Extracted records
■ ■ ■

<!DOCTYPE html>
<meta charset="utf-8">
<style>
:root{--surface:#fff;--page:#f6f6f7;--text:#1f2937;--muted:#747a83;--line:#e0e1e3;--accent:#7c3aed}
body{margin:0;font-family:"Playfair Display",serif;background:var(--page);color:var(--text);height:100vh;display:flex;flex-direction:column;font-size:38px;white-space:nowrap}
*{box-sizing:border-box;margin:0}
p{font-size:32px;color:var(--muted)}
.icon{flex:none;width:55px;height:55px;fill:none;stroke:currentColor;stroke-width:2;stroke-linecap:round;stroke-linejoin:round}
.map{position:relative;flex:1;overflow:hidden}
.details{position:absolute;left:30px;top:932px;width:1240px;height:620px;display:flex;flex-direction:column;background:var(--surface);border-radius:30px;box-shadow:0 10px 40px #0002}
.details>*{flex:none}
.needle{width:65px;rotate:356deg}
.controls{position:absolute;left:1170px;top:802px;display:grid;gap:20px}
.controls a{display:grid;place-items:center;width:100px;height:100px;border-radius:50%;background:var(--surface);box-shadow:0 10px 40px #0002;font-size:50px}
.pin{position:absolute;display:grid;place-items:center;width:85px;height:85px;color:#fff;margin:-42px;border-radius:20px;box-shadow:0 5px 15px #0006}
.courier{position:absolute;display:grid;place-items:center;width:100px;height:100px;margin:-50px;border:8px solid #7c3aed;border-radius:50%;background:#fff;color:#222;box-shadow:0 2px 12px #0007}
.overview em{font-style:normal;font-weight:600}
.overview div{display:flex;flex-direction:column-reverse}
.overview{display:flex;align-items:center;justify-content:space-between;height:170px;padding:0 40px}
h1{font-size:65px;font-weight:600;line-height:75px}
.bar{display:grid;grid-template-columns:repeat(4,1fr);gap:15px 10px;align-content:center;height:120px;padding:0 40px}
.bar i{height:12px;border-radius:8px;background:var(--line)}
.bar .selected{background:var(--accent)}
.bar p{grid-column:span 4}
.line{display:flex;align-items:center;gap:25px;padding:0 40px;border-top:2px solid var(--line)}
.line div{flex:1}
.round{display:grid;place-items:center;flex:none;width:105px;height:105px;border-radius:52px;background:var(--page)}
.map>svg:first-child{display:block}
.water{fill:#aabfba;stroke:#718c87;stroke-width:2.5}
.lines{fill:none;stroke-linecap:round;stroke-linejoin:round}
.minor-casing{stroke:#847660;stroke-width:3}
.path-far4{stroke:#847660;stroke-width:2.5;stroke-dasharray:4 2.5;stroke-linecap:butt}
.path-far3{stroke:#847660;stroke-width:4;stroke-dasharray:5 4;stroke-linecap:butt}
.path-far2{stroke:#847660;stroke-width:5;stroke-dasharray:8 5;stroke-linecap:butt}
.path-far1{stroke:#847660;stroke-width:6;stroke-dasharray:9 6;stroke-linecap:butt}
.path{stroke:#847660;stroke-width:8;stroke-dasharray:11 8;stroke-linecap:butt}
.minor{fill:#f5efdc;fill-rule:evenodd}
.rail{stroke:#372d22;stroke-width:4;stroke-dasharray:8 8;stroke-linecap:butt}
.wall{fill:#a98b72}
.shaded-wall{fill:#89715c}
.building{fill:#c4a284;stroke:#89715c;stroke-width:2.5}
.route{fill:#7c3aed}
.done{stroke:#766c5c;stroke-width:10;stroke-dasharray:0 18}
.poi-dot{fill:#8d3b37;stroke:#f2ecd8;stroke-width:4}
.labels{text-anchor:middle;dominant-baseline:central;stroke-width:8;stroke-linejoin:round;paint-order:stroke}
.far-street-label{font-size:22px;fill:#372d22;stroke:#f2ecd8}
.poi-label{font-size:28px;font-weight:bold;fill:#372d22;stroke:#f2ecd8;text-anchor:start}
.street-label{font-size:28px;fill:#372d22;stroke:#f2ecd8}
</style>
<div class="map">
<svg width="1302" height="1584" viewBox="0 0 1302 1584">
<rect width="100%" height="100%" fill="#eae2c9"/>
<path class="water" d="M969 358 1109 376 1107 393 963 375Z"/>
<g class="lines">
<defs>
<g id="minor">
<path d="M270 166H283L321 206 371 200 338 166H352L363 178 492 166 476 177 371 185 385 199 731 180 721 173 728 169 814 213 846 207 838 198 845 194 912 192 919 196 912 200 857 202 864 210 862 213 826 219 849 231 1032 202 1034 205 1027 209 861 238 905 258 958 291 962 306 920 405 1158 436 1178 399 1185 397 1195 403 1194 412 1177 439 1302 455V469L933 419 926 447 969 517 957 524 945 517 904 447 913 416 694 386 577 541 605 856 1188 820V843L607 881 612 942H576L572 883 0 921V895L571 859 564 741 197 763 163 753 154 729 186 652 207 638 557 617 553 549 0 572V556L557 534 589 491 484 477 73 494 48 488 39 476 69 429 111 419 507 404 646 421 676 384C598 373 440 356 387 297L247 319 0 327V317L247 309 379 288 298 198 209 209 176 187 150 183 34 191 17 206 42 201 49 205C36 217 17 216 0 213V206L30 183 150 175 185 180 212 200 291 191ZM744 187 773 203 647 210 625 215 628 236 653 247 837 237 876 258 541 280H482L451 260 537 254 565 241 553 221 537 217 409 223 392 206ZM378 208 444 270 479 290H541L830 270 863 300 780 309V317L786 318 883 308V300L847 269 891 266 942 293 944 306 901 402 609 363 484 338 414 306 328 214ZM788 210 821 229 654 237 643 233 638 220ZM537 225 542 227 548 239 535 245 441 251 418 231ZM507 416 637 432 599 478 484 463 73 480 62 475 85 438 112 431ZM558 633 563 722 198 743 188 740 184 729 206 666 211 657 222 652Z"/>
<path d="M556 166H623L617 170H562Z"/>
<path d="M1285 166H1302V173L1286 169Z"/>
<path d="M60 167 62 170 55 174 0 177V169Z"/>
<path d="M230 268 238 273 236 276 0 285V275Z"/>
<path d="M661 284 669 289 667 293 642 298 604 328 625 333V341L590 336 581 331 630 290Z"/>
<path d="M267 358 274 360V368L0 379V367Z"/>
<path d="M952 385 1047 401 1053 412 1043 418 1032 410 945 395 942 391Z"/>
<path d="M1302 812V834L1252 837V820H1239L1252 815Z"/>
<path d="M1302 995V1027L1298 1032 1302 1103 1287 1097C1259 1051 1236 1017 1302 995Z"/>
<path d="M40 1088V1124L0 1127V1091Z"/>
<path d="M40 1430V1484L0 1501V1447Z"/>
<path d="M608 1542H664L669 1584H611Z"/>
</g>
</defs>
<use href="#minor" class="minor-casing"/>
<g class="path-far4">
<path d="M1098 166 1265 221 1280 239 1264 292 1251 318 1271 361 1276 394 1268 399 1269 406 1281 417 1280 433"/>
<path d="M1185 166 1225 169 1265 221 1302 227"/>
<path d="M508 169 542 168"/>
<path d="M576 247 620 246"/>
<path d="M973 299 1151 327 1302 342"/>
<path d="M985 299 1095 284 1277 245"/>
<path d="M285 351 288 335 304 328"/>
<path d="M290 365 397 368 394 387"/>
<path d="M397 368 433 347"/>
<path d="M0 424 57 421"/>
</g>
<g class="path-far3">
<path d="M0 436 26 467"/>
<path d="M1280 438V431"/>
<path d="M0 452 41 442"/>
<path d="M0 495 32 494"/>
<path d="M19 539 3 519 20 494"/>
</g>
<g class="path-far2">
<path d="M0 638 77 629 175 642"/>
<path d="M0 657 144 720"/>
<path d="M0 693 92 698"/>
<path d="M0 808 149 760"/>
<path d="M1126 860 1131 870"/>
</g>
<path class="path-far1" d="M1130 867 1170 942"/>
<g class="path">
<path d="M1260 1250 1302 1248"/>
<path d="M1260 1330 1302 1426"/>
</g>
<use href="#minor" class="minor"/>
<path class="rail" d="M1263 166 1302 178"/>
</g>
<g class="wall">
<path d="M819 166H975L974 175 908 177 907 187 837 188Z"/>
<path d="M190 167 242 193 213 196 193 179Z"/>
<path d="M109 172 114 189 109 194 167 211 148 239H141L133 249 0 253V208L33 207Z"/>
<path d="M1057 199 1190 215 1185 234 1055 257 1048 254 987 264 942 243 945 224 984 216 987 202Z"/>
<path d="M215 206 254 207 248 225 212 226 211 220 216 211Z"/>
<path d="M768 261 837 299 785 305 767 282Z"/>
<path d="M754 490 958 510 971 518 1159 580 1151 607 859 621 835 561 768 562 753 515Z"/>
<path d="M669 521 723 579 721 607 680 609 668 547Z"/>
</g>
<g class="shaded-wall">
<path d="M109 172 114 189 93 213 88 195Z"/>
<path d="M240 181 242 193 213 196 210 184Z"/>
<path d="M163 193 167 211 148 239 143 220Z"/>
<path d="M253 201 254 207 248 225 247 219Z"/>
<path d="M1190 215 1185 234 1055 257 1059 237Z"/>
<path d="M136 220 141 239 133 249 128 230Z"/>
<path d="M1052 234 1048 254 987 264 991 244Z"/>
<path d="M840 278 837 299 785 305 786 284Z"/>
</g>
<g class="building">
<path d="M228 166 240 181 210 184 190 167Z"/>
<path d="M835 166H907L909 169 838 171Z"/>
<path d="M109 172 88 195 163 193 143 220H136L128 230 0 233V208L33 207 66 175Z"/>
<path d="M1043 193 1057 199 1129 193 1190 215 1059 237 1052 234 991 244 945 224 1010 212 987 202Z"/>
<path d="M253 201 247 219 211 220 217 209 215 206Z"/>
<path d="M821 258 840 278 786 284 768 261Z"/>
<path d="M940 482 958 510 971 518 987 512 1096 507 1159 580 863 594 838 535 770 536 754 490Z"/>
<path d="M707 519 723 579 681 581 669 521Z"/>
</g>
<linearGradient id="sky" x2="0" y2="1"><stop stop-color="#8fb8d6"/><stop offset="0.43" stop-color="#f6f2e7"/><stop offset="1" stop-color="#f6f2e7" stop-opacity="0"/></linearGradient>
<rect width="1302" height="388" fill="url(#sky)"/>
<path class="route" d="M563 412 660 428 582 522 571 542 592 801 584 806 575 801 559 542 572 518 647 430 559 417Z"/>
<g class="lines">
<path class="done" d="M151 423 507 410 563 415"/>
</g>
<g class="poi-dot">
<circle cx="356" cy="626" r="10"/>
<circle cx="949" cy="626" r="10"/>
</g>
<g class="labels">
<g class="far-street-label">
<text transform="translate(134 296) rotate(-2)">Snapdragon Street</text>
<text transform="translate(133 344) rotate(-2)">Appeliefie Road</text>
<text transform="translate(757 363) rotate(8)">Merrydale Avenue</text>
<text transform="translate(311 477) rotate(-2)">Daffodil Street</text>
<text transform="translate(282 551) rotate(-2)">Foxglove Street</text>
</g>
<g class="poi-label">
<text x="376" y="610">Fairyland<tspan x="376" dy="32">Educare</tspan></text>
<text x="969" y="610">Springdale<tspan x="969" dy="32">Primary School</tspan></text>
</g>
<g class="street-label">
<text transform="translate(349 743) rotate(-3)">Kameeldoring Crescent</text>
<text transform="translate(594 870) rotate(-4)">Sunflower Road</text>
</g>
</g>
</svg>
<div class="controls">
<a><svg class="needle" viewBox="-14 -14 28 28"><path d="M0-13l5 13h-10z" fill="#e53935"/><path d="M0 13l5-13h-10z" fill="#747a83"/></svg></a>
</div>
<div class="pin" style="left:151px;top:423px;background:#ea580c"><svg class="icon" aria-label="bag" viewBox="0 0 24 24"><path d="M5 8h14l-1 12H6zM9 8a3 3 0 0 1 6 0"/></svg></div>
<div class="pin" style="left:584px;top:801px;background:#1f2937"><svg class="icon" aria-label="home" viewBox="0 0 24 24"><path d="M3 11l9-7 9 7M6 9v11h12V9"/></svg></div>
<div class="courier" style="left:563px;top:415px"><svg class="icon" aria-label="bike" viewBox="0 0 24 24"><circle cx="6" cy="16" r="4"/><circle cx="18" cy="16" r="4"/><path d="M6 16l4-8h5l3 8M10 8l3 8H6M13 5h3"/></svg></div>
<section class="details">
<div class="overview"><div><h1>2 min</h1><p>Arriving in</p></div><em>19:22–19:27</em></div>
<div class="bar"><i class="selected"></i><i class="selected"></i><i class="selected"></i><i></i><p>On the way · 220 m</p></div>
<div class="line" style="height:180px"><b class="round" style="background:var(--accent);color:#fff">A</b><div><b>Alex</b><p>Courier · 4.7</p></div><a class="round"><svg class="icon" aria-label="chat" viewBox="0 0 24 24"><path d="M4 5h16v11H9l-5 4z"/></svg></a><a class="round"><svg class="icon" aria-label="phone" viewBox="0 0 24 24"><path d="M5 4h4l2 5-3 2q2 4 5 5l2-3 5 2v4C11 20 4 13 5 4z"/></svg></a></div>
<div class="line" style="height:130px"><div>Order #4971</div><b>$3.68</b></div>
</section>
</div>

■ ■ ■

- **EXERCISE DIRECTIONS**
Find the lines above that contain "linecap" and give their count, with nothing added.

- **TASK RESPONSE**
8